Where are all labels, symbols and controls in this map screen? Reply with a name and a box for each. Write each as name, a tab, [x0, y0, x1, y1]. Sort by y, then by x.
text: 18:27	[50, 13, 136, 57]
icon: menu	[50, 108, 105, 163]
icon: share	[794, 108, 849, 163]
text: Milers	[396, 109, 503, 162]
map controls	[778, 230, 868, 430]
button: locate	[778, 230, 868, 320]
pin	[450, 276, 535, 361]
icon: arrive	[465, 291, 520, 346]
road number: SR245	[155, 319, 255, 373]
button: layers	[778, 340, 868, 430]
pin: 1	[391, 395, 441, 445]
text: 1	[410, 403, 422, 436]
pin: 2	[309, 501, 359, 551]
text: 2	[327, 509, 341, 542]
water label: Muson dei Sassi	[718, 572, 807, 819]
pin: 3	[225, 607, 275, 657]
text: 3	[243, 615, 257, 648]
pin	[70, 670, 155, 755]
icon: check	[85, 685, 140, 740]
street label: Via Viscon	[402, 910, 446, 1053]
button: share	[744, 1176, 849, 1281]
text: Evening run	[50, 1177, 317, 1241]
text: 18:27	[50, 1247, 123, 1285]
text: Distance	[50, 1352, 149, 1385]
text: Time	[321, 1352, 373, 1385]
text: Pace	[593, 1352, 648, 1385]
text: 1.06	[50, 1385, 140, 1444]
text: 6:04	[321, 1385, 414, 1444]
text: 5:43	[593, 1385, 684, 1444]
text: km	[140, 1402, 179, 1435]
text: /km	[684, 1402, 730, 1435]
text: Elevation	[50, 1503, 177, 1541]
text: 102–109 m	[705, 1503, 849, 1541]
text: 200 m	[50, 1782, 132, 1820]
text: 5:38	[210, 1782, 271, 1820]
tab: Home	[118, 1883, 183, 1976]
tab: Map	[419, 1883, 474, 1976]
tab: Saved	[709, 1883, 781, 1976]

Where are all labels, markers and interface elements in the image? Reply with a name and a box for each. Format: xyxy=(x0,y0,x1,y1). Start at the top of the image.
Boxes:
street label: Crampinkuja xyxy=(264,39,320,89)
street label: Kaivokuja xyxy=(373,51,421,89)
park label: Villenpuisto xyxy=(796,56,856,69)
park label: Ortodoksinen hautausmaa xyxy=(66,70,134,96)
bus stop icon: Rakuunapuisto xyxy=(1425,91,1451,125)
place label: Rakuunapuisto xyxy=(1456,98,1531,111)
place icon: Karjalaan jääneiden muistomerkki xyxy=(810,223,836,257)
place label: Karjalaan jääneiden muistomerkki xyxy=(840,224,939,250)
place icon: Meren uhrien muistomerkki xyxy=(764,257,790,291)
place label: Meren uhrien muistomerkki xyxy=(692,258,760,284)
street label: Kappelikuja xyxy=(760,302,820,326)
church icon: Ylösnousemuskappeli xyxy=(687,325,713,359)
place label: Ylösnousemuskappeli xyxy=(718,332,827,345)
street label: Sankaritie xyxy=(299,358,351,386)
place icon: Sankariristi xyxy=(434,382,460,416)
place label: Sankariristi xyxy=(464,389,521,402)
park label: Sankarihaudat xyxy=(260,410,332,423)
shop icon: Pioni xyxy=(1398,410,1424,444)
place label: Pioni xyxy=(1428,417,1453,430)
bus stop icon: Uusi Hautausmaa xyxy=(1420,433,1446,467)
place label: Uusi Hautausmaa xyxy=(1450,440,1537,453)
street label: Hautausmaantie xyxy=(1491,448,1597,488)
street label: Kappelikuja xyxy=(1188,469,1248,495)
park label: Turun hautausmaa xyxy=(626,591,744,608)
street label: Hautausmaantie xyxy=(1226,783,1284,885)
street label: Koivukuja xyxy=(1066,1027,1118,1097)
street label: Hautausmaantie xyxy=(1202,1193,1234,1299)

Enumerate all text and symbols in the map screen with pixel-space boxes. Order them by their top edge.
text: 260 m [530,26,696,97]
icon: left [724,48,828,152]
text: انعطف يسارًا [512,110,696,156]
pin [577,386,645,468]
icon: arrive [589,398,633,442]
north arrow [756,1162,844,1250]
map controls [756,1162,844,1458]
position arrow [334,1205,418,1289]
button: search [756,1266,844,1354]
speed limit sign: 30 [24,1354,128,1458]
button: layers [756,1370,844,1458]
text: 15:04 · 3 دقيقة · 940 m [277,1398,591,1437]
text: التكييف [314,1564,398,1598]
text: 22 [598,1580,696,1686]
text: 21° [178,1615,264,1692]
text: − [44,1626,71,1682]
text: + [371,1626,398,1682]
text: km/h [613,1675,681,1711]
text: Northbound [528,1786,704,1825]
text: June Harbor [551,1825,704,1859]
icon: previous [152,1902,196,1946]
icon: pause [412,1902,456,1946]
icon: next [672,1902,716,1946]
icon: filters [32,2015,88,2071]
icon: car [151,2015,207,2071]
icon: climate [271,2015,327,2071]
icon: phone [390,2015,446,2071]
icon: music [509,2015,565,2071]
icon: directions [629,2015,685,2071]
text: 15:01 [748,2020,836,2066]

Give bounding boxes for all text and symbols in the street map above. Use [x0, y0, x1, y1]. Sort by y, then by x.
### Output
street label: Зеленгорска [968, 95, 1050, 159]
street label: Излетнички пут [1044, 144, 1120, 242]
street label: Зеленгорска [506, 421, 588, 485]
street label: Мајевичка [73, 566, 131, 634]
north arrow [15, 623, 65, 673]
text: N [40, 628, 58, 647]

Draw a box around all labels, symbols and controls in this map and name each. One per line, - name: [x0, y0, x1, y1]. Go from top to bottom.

> TO DO
Each record above should be returned exactly as written.

> OUTPUT BELOW
Where are all labels, symbols and controls in this map screen? Reply with a name and a box for each. Write each as name, a tab, [x0, y0, x1, y1]. Sort by y, then by x.
text: 18:27	[50, 13, 136, 57]
icon: menu	[50, 108, 105, 163]
icon: share	[794, 108, 849, 163]
text: Milers	[396, 109, 503, 162]
map controls	[778, 230, 868, 430]
button: locate	[778, 230, 868, 320]
pin	[450, 276, 535, 361]
icon: arrive	[465, 291, 520, 346]
road number: SR245	[155, 319, 255, 373]
button: layers	[778, 340, 868, 430]
pin: 1	[391, 395, 441, 445]
text: 1	[410, 403, 422, 436]
pin: 2	[309, 501, 359, 551]
text: 2	[327, 509, 341, 542]
water label: Muson dei Sassi	[718, 572, 807, 819]
pin: 3	[225, 607, 275, 657]
text: 3	[243, 615, 257, 648]
pin	[70, 670, 155, 755]
icon: check	[85, 685, 140, 740]
street label: Via Viscon	[402, 910, 446, 1053]
button: share	[744, 1176, 849, 1281]
text: Evening run	[50, 1177, 317, 1241]
text: 18:27	[50, 1247, 123, 1285]
text: Distance	[50, 1352, 149, 1385]
text: Time	[321, 1352, 373, 1385]
text: Pace	[593, 1352, 648, 1385]
text: 1.06	[50, 1385, 140, 1444]
text: 6:04	[321, 1385, 414, 1444]
text: 5:43	[593, 1385, 684, 1444]
text: km	[140, 1402, 179, 1435]
text: /km	[684, 1402, 730, 1435]
text: Elevation	[50, 1503, 177, 1541]
text: 102–109 m	[705, 1503, 849, 1541]
text: 200 m	[50, 1782, 132, 1820]
text: 5:38	[210, 1782, 271, 1820]
tab: Home	[118, 1883, 183, 1976]
tab: Map	[419, 1883, 474, 1976]
tab: Saved	[709, 1883, 781, 1976]

Where are all labels, markers and interface elements in the image? Reply with a name and a box for each. Format: xyxy=(x0,y0,x1,y1). Start at the top of the image.
Boxes:
street label: Crampinkuja xyxy=(264,39,320,89)
street label: Kaivokuja xyxy=(373,51,421,89)
park label: Villenpuisto xyxy=(796,56,856,69)
park label: Ortodoksinen hautausmaa xyxy=(66,70,134,96)
bus stop icon: Rakuunapuisto xyxy=(1425,91,1451,125)
place label: Rakuunapuisto xyxy=(1456,98,1531,111)
place icon: Karjalaan jääneiden muistomerkki xyxy=(810,223,836,257)
place label: Karjalaan jääneiden muistomerkki xyxy=(840,224,939,250)
place icon: Meren uhrien muistomerkki xyxy=(764,257,790,291)
place label: Meren uhrien muistomerkki xyxy=(692,258,760,284)
street label: Kappelikuja xyxy=(760,302,820,326)
church icon: Ylösnousemuskappeli xyxy=(687,325,713,359)
place label: Ylösnousemuskappeli xyxy=(718,332,827,345)
street label: Sankaritie xyxy=(299,358,351,386)
place icon: Sankariristi xyxy=(434,382,460,416)
place label: Sankariristi xyxy=(464,389,521,402)
park label: Sankarihaudat xyxy=(260,410,332,423)
shop icon: Pioni xyxy=(1398,410,1424,444)
place label: Pioni xyxy=(1428,417,1453,430)
bus stop icon: Uusi Hautausmaa xyxy=(1420,433,1446,467)
place label: Uusi Hautausmaa xyxy=(1450,440,1537,453)
street label: Hautausmaantie xyxy=(1491,448,1597,488)
street label: Kappelikuja xyxy=(1188,469,1248,495)
park label: Turun hautausmaa xyxy=(626,591,744,608)
street label: Hautausmaantie xyxy=(1226,783,1284,885)
street label: Koivukuja xyxy=(1066,1027,1118,1097)
street label: Hautausmaantie xyxy=(1202,1193,1234,1299)

Enumerate all text and symbols in the map screen with pixel-space boxes. Order them by their top edge.
text: 260 m [530,26,696,97]
icon: left [724,48,828,152]
text: انعطف يسارًا [512,110,696,156]
pin [577,386,645,468]
icon: arrive [589,398,633,442]
north arrow [756,1162,844,1250]
map controls [756,1162,844,1458]
position arrow [334,1205,418,1289]
button: search [756,1266,844,1354]
speed limit sign: 30 [24,1354,128,1458]
button: layers [756,1370,844,1458]
text: 15:04 · 3 دقيقة · 940 m [277,1398,591,1437]
text: التكييف [314,1564,398,1598]
text: 22 [598,1580,696,1686]
text: 21° [178,1615,264,1692]
text: − [44,1626,71,1682]
text: + [371,1626,398,1682]
text: km/h [613,1675,681,1711]
text: Northbound [528,1786,704,1825]
text: June Harbor [551,1825,704,1859]
icon: previous [152,1902,196,1946]
icon: pause [412,1902,456,1946]
icon: next [672,1902,716,1946]
icon: filters [32,2015,88,2071]
icon: car [151,2015,207,2071]
icon: climate [271,2015,327,2071]
icon: phone [390,2015,446,2071]
icon: music [509,2015,565,2071]
icon: directions [629,2015,685,2071]
text: 15:01 [748,2020,836,2066]

Give bounding boxes for all text and symbols in the street map above. Use [x0, y0, x1, y1]. Sort by y, then by x.
### Output
street label: Зеленгорска [968, 95, 1050, 159]
street label: Излетнички пут [1044, 144, 1120, 242]
street label: Зеленгорска [506, 421, 588, 485]
street label: Мајевичка [73, 566, 131, 634]
north arrow [15, 623, 65, 673]
text: N [40, 628, 58, 647]

Draw a box around all labels, symbols and controls in this map and name each. One per line, - name: [x0, y0, x1, y1]. Go from top to bottom.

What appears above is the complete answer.